Collected data:
═══
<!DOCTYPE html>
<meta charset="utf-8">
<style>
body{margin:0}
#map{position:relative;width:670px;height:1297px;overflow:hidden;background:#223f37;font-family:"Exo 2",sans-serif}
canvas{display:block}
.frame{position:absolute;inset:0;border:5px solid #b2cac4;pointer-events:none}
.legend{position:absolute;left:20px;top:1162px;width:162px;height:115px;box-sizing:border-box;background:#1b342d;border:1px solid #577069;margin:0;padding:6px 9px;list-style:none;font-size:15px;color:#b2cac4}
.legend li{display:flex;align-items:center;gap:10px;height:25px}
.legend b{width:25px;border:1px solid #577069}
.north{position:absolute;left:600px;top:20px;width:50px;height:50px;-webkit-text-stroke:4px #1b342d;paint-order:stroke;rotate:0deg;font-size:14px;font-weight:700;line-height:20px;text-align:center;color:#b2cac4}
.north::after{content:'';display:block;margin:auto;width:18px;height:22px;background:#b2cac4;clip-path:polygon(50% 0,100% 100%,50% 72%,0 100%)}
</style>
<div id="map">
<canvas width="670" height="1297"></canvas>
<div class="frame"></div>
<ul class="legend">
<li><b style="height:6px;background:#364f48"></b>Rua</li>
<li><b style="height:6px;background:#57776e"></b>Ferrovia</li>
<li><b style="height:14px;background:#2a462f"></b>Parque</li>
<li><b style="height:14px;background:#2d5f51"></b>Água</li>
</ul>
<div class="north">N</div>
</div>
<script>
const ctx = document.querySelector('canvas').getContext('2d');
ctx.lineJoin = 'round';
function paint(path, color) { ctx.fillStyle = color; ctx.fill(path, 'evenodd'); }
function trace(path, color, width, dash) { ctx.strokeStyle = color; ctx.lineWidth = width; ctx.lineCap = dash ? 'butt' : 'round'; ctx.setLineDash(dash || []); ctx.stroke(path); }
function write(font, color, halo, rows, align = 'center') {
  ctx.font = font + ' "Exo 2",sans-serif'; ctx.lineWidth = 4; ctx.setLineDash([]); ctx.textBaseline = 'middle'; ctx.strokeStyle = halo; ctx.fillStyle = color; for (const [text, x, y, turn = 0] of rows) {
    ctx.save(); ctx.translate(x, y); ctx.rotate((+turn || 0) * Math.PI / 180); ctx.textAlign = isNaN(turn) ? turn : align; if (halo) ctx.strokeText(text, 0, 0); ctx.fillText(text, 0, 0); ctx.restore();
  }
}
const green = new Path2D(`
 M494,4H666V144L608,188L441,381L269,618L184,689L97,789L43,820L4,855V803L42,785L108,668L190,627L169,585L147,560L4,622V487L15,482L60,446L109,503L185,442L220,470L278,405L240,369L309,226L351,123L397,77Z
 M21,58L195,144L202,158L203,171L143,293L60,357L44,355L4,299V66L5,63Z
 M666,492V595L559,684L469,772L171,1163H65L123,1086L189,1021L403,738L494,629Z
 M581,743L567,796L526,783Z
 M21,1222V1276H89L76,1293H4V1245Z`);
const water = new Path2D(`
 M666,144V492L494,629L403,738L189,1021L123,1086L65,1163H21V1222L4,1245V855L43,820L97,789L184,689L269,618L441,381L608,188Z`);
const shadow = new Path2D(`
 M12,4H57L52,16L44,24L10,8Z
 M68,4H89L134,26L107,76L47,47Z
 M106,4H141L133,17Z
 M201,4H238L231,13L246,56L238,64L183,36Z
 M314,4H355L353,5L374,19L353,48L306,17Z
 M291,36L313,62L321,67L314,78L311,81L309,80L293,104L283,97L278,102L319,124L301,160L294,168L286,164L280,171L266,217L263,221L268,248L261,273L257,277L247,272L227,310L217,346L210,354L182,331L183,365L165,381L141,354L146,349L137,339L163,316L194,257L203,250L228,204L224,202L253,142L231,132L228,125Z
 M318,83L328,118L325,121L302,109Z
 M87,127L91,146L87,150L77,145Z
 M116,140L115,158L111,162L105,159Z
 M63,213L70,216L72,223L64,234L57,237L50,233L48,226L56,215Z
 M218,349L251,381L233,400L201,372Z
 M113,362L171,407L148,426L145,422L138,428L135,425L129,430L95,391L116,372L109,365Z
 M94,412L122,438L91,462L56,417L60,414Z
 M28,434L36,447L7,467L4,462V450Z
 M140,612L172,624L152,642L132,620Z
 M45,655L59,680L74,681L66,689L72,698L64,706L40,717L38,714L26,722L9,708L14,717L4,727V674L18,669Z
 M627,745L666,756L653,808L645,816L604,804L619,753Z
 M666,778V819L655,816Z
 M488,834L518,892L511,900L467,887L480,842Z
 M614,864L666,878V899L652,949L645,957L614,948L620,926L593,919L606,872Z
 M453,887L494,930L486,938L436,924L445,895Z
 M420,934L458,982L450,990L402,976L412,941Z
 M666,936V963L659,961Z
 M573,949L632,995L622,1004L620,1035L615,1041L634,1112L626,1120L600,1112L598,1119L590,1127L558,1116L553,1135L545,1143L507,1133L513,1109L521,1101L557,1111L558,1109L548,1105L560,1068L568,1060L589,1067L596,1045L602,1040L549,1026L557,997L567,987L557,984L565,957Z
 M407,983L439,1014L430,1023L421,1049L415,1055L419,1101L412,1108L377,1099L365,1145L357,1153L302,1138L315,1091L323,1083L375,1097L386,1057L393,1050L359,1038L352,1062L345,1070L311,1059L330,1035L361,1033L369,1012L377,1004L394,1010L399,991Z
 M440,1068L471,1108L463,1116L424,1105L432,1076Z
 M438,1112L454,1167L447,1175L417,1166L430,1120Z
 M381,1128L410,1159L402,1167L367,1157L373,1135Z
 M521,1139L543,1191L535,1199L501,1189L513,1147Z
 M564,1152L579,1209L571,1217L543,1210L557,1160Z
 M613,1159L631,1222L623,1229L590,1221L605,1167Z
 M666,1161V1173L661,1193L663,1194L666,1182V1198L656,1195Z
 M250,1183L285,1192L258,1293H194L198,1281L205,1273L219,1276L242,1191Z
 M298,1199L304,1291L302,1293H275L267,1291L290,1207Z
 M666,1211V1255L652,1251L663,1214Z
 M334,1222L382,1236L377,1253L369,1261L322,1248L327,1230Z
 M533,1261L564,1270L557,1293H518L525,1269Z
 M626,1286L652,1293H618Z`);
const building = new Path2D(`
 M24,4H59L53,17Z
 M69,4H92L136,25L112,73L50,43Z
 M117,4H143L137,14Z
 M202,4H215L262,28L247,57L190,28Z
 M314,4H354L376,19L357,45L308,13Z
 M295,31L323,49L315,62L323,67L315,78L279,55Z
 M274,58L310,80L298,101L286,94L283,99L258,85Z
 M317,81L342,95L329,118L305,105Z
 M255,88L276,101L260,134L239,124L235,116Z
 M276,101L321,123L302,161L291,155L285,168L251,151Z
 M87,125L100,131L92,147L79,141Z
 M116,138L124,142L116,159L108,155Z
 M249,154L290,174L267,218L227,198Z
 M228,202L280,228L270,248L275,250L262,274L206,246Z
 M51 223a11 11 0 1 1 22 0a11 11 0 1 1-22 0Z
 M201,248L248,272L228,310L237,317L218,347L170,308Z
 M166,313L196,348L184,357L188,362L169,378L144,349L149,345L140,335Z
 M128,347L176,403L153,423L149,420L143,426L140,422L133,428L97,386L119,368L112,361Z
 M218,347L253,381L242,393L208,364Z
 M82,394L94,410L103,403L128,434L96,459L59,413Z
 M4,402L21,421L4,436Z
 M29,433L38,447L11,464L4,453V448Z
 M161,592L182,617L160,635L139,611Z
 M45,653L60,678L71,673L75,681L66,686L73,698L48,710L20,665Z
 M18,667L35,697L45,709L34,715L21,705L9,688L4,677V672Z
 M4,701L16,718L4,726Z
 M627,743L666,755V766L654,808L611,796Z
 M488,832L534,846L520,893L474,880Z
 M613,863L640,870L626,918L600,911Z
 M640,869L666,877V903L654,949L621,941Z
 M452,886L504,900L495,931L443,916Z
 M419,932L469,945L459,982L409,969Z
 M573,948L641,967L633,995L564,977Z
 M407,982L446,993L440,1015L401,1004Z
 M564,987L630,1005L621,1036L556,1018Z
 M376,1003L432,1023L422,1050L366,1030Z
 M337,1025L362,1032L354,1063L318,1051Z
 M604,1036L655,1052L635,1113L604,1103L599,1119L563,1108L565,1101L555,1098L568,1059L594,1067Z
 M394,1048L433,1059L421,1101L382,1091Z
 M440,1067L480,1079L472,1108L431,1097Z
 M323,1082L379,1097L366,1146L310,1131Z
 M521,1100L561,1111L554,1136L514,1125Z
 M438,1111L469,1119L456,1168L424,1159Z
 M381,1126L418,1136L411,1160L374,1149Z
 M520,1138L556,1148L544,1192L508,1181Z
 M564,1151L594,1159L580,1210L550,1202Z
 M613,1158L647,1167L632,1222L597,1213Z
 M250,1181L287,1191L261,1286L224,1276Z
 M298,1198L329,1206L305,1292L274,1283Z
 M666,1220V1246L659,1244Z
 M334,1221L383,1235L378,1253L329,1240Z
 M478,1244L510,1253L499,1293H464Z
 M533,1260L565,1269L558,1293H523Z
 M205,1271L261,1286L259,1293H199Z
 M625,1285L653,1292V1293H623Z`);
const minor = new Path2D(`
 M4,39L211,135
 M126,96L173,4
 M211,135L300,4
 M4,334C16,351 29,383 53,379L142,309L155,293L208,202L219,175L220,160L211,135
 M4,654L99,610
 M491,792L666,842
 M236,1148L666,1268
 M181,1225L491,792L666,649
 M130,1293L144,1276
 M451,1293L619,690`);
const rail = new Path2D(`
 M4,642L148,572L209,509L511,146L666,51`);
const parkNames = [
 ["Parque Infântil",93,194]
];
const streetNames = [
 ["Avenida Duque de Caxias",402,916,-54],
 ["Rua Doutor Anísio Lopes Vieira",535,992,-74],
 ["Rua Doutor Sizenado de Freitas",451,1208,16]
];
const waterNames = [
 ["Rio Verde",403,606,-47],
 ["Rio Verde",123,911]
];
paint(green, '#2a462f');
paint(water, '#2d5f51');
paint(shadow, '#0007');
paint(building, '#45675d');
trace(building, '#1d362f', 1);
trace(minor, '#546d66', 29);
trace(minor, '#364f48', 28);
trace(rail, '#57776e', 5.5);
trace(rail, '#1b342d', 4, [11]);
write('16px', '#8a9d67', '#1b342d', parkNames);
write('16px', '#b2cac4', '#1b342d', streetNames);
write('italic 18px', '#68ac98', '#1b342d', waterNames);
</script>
═══
- WHAT IS BEING ASKED
Copy range, inclusive: the line holding "M218,349L251,381L233,400L201,372Z" to the line holding "M51 223a11 11 0 1 1 22 0a11 11 0 1 1-22 0Z". Reproduce exactly those lines of the records above and no others.

- RESULT FOR THIS TASK
 M218,349L251,381L233,400L201,372Z
 M113,362L171,407L148,426L145,422L138,428L135,425L129,430L95,391L116,372L109,365Z
 M94,412L122,438L91,462L56,417L60,414Z
 M28,434L36,447L7,467L4,462V450Z
 M140,612L172,624L152,642L132,620Z
 M45,655L59,680L74,681L66,689L72,698L64,706L40,717L38,714L26,722L9,708L14,717L4,727V674L18,669Z
 M627,745L666,756L653,808L645,816L604,804L619,753Z
 M666,778V819L655,816Z
 M488,834L518,892L511,900L467,887L480,842Z
 M614,864L666,878V899L652,949L645,957L614,948L620,926L593,919L606,872Z
 M453,887L494,930L486,938L436,924L445,895Z
 M420,934L458,982L450,990L402,976L412,941Z
 M666,936V963L659,961Z
 M573,949L632,995L622,1004L620,1035L615,1041L634,1112L626,1120L600,1112L598,1119L590,1127L558,1116L553,1135L545,1143L507,1133L513,1109L521,1101L557,1111L558,1109L548,1105L560,1068L568,1060L589,1067L596,1045L602,1040L549,1026L557,997L567,987L557,984L565,957Z
 M407,983L439,1014L430,1023L421,1049L415,1055L419,1101L412,1108L377,1099L365,1145L357,1153L302,1138L315,1091L323,1083L375,1097L386,1057L393,1050L359,1038L352,1062L345,1070L311,1059L330,1035L361,1033L369,1012L377,1004L394,1010L399,991Z
 M440,1068L471,1108L463,1116L424,1105L432,1076Z
 M438,1112L454,1167L447,1175L417,1166L430,1120Z
 M381,1128L410,1159L402,1167L367,1157L373,1135Z
 M521,1139L543,1191L535,1199L501,1189L513,1147Z
 M564,1152L579,1209L571,1217L543,1210L557,1160Z
 M613,1159L631,1222L623,1229L590,1221L605,1167Z
 M666,1161V1173L661,1193L663,1194L666,1182V1198L656,1195Z
 M250,1183L285,1192L258,1293H194L198,1281L205,1273L219,1276L242,1191Z
 M298,1199L304,1291L302,1293H275L267,1291L290,1207Z
 M666,1211V1255L652,1251L663,1214Z
 M334,1222L382,1236L377,1253L369,1261L322,1248L327,1230Z
 M533,1261L564,1270L557,1293H518L525,1269Z
 M626,1286L652,1293H618Z`);
const building = new Path2D(`
 M24,4H59L53,17Z
 M69,4H92L136,25L112,73L50,43Z
 M117,4H143L137,14Z
 M202,4H215L262,28L247,57L190,28Z
 M314,4H354L376,19L357,45L308,13Z
 M295,31L323,49L315,62L323,67L315,78L279,55Z
 M274,58L310,80L298,101L286,94L283,99L258,85Z
 M317,81L342,95L329,118L305,105Z
 M255,88L276,101L260,134L239,124L235,116Z
 M276,101L321,123L302,161L291,155L285,168L251,151Z
 M87,125L100,131L92,147L79,141Z
 M116,138L124,142L116,159L108,155Z
 M249,154L290,174L267,218L227,198Z
 M228,202L280,228L270,248L275,250L262,274L206,246Z
 M51 223a11 11 0 1 1 22 0a11 11 0 1 1-22 0Z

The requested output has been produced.